DESCRIPTION OF THE TASK:
Only the pictures are to be dropped; return all other data below exactly.

** STORED DATA follows **

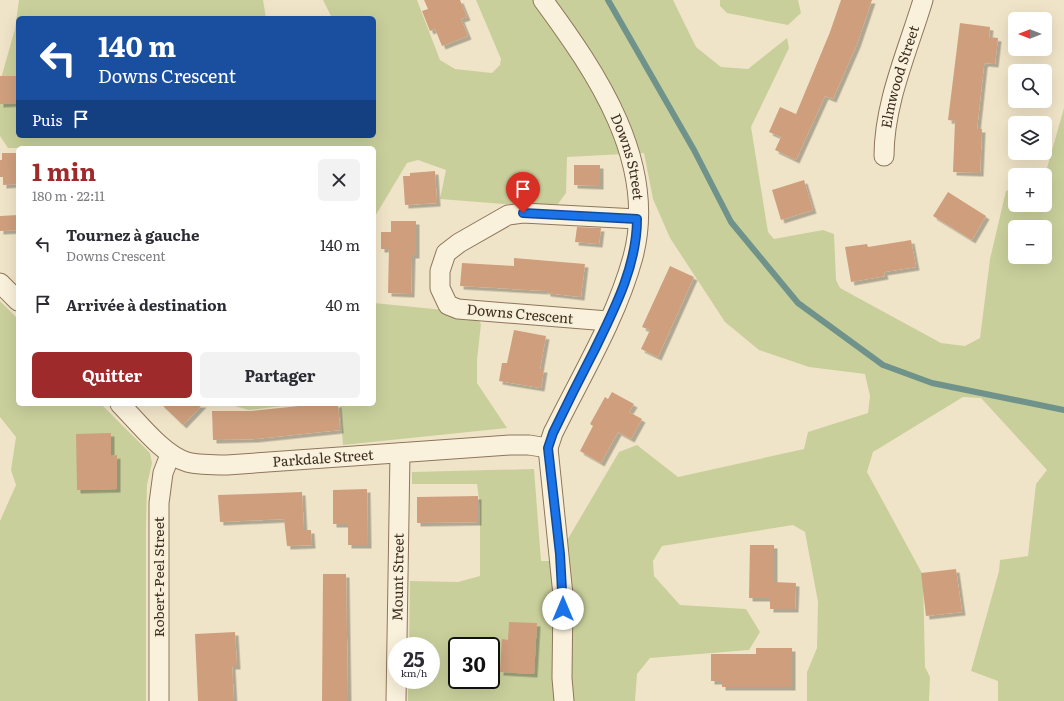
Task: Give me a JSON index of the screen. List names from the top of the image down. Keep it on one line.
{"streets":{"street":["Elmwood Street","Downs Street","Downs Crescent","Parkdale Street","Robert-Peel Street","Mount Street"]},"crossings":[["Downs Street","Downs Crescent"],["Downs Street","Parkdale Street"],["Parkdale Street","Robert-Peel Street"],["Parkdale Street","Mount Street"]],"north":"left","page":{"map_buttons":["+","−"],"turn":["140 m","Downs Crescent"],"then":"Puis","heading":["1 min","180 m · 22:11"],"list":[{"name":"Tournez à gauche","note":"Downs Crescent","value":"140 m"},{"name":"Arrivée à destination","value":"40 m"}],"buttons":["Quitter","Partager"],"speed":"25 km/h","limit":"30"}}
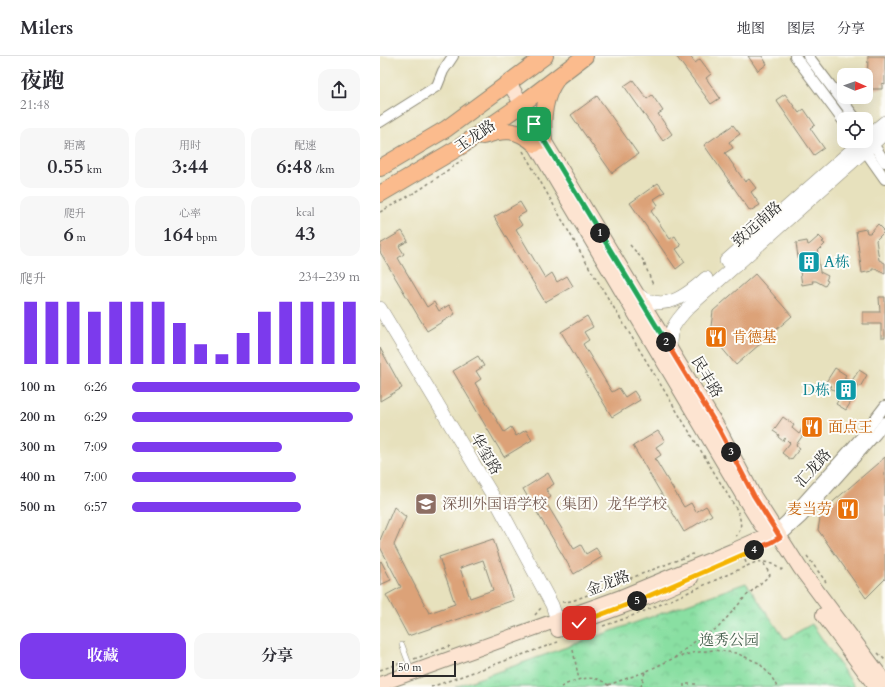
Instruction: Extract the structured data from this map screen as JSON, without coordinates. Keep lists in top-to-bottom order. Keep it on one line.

** End of STORED DATA **

RESPONSE FOR THIS EXERCISE:
Task: Give me a JSON index of the screen. List names from the top of the image down. Keep it on one line.
{"streets":{"street":["Elmwood Street","Downs Street","Downs Crescent","Parkdale Street","Robert-Peel Street","Mount Street"]},"crossings":[["Downs Street","Downs Crescent"],["Downs Street","Parkdale Street"],["Parkdale Street","Robert-Peel Street"],["Parkdale Street","Mount Street"]],"north":"left","page":{"map_buttons":["+","−"],"turn":["140 m","Downs Crescent"],"then":"Puis","heading":["1 min","180 m · 22:11"],"list":[{"name":"Tournez à gauche","note":"Downs Crescent","value":"140 m"},{"name":"Arrivée à destination","value":"40 m"}],"buttons":["Quitter","Partager"],"speed":"25 km/h","limit":"30"}}
Instruction: Extract the structured data from this map screen as JSON, without coordinates. Keep lists in top-to-bottom order. Keep it on one line.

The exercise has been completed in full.